|Lonely Planet has selected 8 attractions and experiences on the island of Ireland in the latest edition of its Ultimate Travel List. |
The second edition of Lonely Planet’s Ultimate Travel List, features its top 500 “most thrilling, memorable and interesting travel experiences in the world”.
The list includes the Wild Atlantic Way as the highest new entry at number 21, as well as the Giant’s Causeway, the Ring of Kerry, Connemara, Brú na Bóinne, Sliabh Liag, Titanic Belfast and Trinity College.
We look at each of these wonders in more detail below to inspire your future travels. Enjoy!
Wild Atlantic Way
From the wind-whipped Malin Head to tranquil Kinsale Harbour, the Wild Atlantic Way is the world’s longest defined coastal tour. Hugging the west coast, this is a stunning route of jagged cliffs, epic bays and intriguing Irish heritage. Whether you tour with us end-to-end, or dip into it here and there, it’s magical.
Along the route, you’re treated to colourful homes, vibrant cultural festivals, artisan food and some of Ireland’s most charming villages – Kinsale, Dingle, Kenmare, Letterfrack and many more – as well as the world-famous Cliffs of Moher, Sliabh Liag (featured below). Buckle up for true adventure.
Brú na Bóinne
Imagine standing in a room that was created 5,000 years ago. That is what you can experience at Brú na Bóinne in County Meath, which showcases the rich archaeological heritage of the Boyne Valley.
The Neolithic passage tomb of Newgrange is best known and it was created around 3,200BC – before Stonehenge or the Great Pyramid of Giza. At the winter solstice, a lucky few people can witness the incredible sunrise alignment with the tomb. A new state-of-the-art visitor experience has opened, providing a €4.5m gateway to the passage tombs.
As well as having an incredibly beautiful campus, Dublin’s Trinity College also houses the famous Book of Kells, a 9th-century manuscript penned by monks in amazingly intricate fonts and illustrations. After viewing it, a visit to the library’s Long Room is an absolute must. As Conde Nast reports, you’ll feel like you stepped directly into a Disney movie. With two levels of floor-to-ceiling wooden shelves packed with books, many only reachable by a sliding ladder, this immense university library dates back to the early 18th century.
Most recently, the limelight was on Trinity College as a filming location for Normal People. If you missed it there, have a look at our virtual tours here.
Ring of Kerry
The Ring of Kerry offers a rare escape into some of the most breathtaking landscapes Ireland has to offer. From island-studded Atlantic panoramas to cosy traditional pubs, prepare to meet a masterpiece.

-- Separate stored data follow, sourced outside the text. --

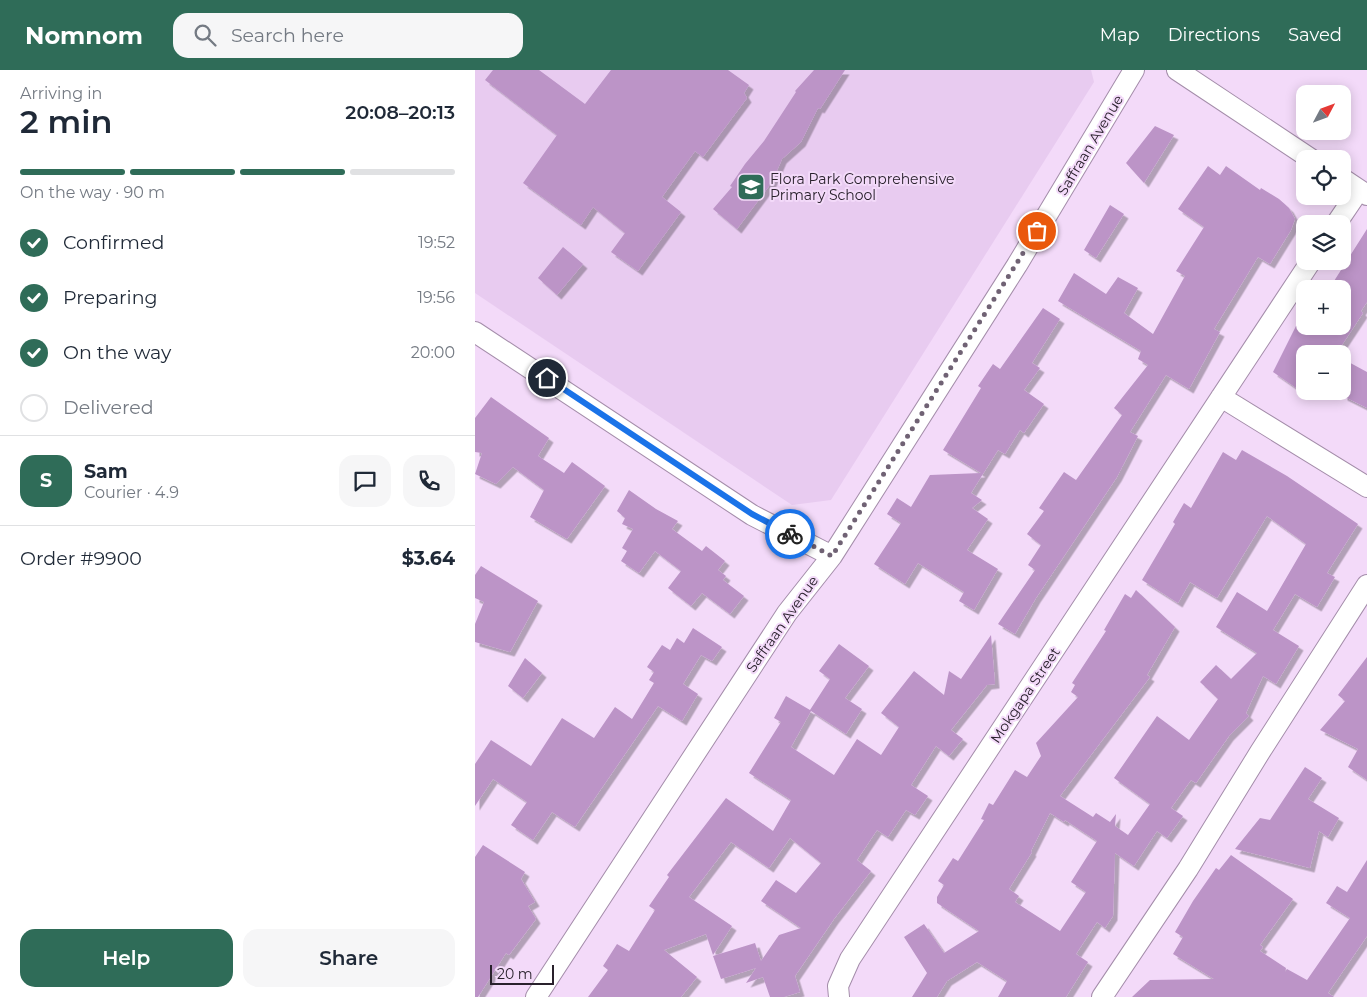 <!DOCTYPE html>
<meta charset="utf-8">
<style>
:root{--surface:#fff;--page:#f6f6f7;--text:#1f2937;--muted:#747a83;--line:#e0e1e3;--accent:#2f6c58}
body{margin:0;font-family:Montserrat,sans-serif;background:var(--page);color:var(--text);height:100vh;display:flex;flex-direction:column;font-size:19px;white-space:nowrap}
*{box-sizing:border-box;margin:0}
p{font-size:16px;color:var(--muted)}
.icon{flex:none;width:28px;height:28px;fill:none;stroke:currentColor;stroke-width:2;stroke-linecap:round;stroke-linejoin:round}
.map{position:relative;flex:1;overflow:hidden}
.sheet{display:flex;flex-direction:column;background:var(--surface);width:475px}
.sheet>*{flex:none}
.needle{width:32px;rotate:49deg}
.fabs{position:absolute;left:821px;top:15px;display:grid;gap:10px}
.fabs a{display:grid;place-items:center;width:55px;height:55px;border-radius:10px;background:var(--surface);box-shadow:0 2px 12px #0003;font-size:25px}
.scale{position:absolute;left:15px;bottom:12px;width:64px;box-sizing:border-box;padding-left:5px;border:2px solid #29212c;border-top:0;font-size:14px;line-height:18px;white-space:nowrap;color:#29212c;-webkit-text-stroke:4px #f3daf9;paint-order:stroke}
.pin{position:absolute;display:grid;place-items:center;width:42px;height:42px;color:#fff;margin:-21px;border:2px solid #fff;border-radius:50%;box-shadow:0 1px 5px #0007}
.courier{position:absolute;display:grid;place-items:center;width:50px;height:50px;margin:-25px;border:4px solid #1a73e8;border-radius:50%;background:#fff;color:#222;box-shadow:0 1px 6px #0007}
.summary em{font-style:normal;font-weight:600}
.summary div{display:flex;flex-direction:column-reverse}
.summary{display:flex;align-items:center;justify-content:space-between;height:85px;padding:0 20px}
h1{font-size:32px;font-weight:600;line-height:38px}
.bar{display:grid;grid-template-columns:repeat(4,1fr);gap:8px 5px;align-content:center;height:60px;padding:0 20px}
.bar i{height:6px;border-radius:4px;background:var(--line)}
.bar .active{background:var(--accent)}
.bar p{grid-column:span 4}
.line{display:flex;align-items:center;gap:12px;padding:0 20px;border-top:1px solid var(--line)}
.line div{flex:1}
.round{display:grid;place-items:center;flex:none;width:52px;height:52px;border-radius:15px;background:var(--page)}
ol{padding:0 20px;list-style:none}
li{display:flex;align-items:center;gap:15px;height:55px}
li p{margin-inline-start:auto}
li .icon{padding:5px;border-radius:50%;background:var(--accent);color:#fff;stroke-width:4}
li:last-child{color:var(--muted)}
li i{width:28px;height:28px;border:2px solid var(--line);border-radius:50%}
.cta{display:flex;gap:10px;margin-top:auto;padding:10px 20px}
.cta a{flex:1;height:58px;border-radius:15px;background:var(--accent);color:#fff;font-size:20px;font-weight:600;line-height:58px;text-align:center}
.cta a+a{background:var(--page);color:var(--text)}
header{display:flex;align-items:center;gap:30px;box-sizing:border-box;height:70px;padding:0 25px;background:var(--accent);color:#fff}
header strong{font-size:24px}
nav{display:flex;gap:28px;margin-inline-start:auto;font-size:18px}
.search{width:350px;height:45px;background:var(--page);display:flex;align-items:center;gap:12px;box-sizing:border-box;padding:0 18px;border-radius:15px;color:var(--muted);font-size:19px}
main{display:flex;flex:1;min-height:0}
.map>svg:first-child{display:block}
</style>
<header>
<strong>Nomnom</strong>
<div class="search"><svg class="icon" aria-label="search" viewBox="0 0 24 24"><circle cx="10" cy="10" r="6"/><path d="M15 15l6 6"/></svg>Search here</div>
<nav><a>Map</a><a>Directions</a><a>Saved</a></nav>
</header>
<main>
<section class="sheet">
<div class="summary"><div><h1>2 min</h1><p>Arriving in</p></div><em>20:08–20:13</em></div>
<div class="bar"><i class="active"></i><i class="active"></i><i class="active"></i><i></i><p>On the way · 90 m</p></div>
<ol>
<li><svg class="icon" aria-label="check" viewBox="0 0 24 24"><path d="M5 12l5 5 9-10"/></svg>Confirmed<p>19:52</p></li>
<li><svg class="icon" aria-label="check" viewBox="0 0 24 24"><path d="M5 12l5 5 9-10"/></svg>Preparing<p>19:56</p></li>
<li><svg class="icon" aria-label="check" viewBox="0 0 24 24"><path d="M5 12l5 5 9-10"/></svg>On the way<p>20:00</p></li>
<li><i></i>Delivered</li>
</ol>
<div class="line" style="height:90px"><b class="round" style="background:var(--accent);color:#fff">S</b><div><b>Sam</b><p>Courier · 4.9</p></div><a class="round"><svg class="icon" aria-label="chat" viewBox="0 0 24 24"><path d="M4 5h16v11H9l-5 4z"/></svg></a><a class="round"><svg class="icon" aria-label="phone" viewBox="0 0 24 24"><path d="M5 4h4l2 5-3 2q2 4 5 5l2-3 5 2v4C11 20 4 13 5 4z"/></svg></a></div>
<div class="line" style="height:65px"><div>Order #9900</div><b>$3.64</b></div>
<div class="cta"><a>Help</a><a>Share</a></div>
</section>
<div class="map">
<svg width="892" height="927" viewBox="0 0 892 927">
<defs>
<filter id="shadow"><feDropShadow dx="4.5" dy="4.5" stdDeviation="0" flood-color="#0004"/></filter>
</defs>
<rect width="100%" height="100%" fill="#f3daf9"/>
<!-- built -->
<path fill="#e8cbf0" d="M0 0H616L619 12 356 430 317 435 0 223Z"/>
<!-- building -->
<path fill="#bc94c7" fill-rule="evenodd" filter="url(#shadow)" d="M18 0H64L110 34 136 0H253L274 15 269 23 272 28 228 87 220 81 187 127 206 142 163 201 136 182 150 163 118 137 106 155 48 113 82 65 10 10Z
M339 0H370L345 39 343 38 326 72 307 89 297 112 262 159 238 139 257 117 255 116 270 94 289 71 321 22 320 21Z
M680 56 699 65 669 113 651 93Z
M733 96 745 105 751 96 785 120 786 118 804 129 814 138 820 149 816 160 795 194 783 187 739 259 745 262 714 319 691 305 655 362 663 366 642 407 561 528 540 564 523 554 560 500 553 495 566 475 552 464 569 441 564 438 589 402 601 410 647 345 639 338 673 295 663 289 666 281 583 231 599 203 631 224 643 207 663 218 649 243 678 264 710 206 701 201 729 157 703 139Z
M635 135 649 144 621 188 609 180Z
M892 159V232L886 241 888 243 861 284H830V324L798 302 821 256H868V219H854Z
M88 177 108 194 82 225 63 208Z
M568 238 585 249 557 293 565 298 549 320 569 334 549 363 545 360 530 384 523 380 496 423 507 430 497 438 513 449 492 480 523 499 499 540 484 531 489 522 443 493 430 514 399 494 426 453 412 444 422 428 436 437 455 405 506 403 468 380 506 318 503 316 518 294 525 299Z
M868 289 892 302V338L868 326Z
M16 327 74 368 63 386 89 403 97 392 130 416 92 469 55 447 69 420 38 397 21 414 0 404 7 383 0 382V348Z
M767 380 812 406 883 454 852 503 860 507 842 537 820 524 798 560 824 576 801 614 788 606 771 643 774 646 754 666 721 713 716 710 696 738 708 746 692 768 682 761 659 796 640 783 638 846 630 858 622 852 601 884 613 892 591 927H523L532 911 502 892 472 911 462 927H437L452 903 429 867 449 854 469 883 504 861 462 833V827L469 815 463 811 478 788 483 791 509 750 506 749 514 733 518 735 540 700 552 707 566 686 561 673 603 627 596 622 600 615 597 613 631 561 629 560 650 524 656 528 661 520 700 557 672 605 675 607 585 726 618 747 621 743 635 752 641 744 640 756 653 765 675 734 639 708 682 646 714 670 743 629 725 612 741 595 756 609 782 583 741 557 762 522 792 541 831 474 792 446 742 528 715 512 703 533 667 510 700 454 698 452 709 433 716 438 748 382 761 390ZM575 743 589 752 590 750 622 771 596 812 611 822 585 861 540 832 544 826 534 819 557 782 556 781Z
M154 420 181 439 203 451 197 459 227 481 231 476 250 491 243 500 251 506 248 510 269 526 255 544 227 523 216 536 193 518 206 501 180 481 164 503 146 491 152 481 147 478 158 459 147 454 150 448 142 441Z
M6 496 63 531 35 582 0 572V554L9 532 0 528V505Z
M218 558 247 577 237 591 226 585 208 614 223 624 207 651 183 636 100 757 77 742 58 770 36 755 52 732 18 709 0 736V694L16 670 56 696 87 648 119 668 140 637 157 649 179 613 174 610 179 602 172 597 187 575 195 580 202 568 209 573Z
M516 565 520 614 512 615 476 660 488 669 474 686 461 676 436 715 453 726 440 745 431 740 413 767 402 760 382 790 396 801 359 849 320 906 325 922 309 927H295L288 907 271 913 281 898 246 909 238 886 280 873 286 891 304 865 326 858 286 831 301 810 321 823 346 793 315 768 294 798 256 772 214 827 257 856 238 885 231 864 189 880 222 907 206 927H113L133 900 128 896 142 874 154 881 180 840 174 836 194 807 192 805 251 728 298 761 316 730 274 703 306 652 299 648 311 626 335 640 355 609 344 601 364 574 394 596 370 628 387 639 371 664 336 641 316 677 359 705 382 669 406 685 424 657 406 643 439 601 469 625 474 601 486 609Z
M892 587V710L873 697 883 679 845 660 870 631 863 625Z
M50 588 67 603 48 628 33 616Z
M830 697 847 708 833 729 864 748 853 767 844 761 835 798 760 779 785 748 795 750Z
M8 775 50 802 46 809 60 832 53 836 61 849 34 885 31 883 3 927H0V787Z
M756 785 818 829 785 875 788 877 785 881 811 898 810 902 812 899 832 910 875 848 851 833 862 816 872 822 892 790V866L853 923 859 927H657L675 910 739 909 698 884 708 867 700 862 718 831 741 798 744 800Z"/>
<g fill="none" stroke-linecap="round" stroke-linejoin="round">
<defs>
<path id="minor" d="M702 0 836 89
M868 109 892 125
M861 154 884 120
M0 262 277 445 357 486
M746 327 892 417
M61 927 312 543 357 486 542 195 659 0
M364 927 363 916 375 889 836 191
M627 927 713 799 785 682 892 515"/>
</defs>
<!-- minor casing -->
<use href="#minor" stroke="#a48daa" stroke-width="22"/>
<!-- minor -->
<use href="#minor" stroke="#fff" stroke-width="20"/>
</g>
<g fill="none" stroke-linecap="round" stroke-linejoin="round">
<!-- done -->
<path stroke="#706274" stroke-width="5" stroke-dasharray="0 9" d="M315 464 357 486 562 161"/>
<!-- route -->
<path stroke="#1a73e8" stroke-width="6" d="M72 308 277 444 315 464"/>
</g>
<!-- icons -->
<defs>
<symbol id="school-square" viewBox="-11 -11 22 22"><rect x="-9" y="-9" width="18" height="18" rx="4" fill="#2f6c58" stroke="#f3daf9"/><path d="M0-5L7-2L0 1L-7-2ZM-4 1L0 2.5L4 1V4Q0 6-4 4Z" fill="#fff"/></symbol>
</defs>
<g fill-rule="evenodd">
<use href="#school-square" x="260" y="101" width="32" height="32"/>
</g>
<g text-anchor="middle" stroke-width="4" stroke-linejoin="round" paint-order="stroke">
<!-- street labels -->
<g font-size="14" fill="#29212c" stroke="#f3daf9">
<text transform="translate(615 75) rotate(-59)" y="5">Saffraan Avenue</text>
<text transform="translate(307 554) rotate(-55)" y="5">Saffraan Avenue</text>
<text transform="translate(550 625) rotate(-56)" y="5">Mokgapa Street</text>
</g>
<!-- poi labels -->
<g font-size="14" fill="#29212c" stroke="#f3daf9" text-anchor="start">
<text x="295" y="114">Flora Park Comprehensive<tspan x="295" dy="16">Primary School</tspan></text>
</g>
</g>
</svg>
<div class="fabs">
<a><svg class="needle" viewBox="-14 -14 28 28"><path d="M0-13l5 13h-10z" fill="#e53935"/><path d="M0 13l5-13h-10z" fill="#747a83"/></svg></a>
<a><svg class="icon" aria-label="locate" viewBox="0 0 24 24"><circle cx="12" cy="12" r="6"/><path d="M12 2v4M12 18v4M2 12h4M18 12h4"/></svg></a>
<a><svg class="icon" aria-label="layers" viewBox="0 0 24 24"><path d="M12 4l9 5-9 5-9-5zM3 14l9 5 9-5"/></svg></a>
<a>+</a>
<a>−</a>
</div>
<div class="scale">20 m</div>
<div class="pin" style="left:562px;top:161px;background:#ea580c"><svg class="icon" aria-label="bag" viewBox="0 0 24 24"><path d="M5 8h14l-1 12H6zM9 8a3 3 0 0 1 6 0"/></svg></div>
<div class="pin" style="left:72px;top:308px;background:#1f2937"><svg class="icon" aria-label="home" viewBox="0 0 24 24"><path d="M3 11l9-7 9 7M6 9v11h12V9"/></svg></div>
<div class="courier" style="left:315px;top:464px"><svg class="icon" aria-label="bike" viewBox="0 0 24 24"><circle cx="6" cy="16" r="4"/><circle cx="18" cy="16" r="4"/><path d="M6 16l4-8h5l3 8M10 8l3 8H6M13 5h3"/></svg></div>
</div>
</main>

Travellers have been lured to the starting point of Killarney since the mid-18th century, drawn by the town’s great atmosphere and friendly vibes. Away from the hum of the street music, serene pastoral landscapes and narrow tree and hedge-lined roads lead to impossibly beautiful mountain passes and Moll’s Gap, an outstanding stretch of curving road enhanced by a scattering of lakes and the hulking presence of the MacGillycuddy’s Reeks mountain range.
The name Connemara (Conamara) translates as ‘Inlets of the Sea’ and the roads along the peninsula’s shoreline bear this out as they wind around the coves of this breathtaking stretch of Ireland’s jagged west coast.
The beautiful region is a kaleidoscope of rusty bogs, lonely valleys and shimmering black lakes. At its heart are the Maumturk Mountains and the pewter-tinged quartzite peaks of the Twelve Bens mountain range, with a network of scenic hiking and biking trails. Everywhere the land is laced by stone walls.
This is the true “west” of Ireland where everything feels remote and romantic and it’s not surprising that it has attracted artists through the ages.
The Sliabh Liag (Slieve League) Cliffs are the highest accessible sea cliffs in Europe, towering at around 2,000 feet tall. They are almost three times the height of the Cliffs of Moher and twice as high as the Eiffel Tour in Paris.
Sliabh Liag was the site of a Christian pilgrimage for more than a 1,000 years and it is widely believed to have been a sacred place long before the Christians arrived. On top of Sliabh Liag, you can still see the remains of Ade mc Bric’s chapel as well as the remains of the monk’s stone dwellings known as hive huts. As you climb toward the top, there are stunning views of the Atlantic Ocean, Donegal Bay, and the Sligo Mountains.
Legend has it the Giant’s Causeway, with its thousands of hexagonal basalt columns rising from the sea, was the remains of a causeway built by Irish giant Finn McCool (who had the strength of 500 men!) and his Scottish adversary Benandonner.
Science disagrees somewhat and says the Giant’s Causeway was formed by a volcanic eruption some 50 to 60 million years ago. Whatever you choose to believe, there’s no doubt that this otherworldly site showcases nature at her most incredible. When we bring clients to this area of the Northern Causeway Coast, they are always awed and amazed.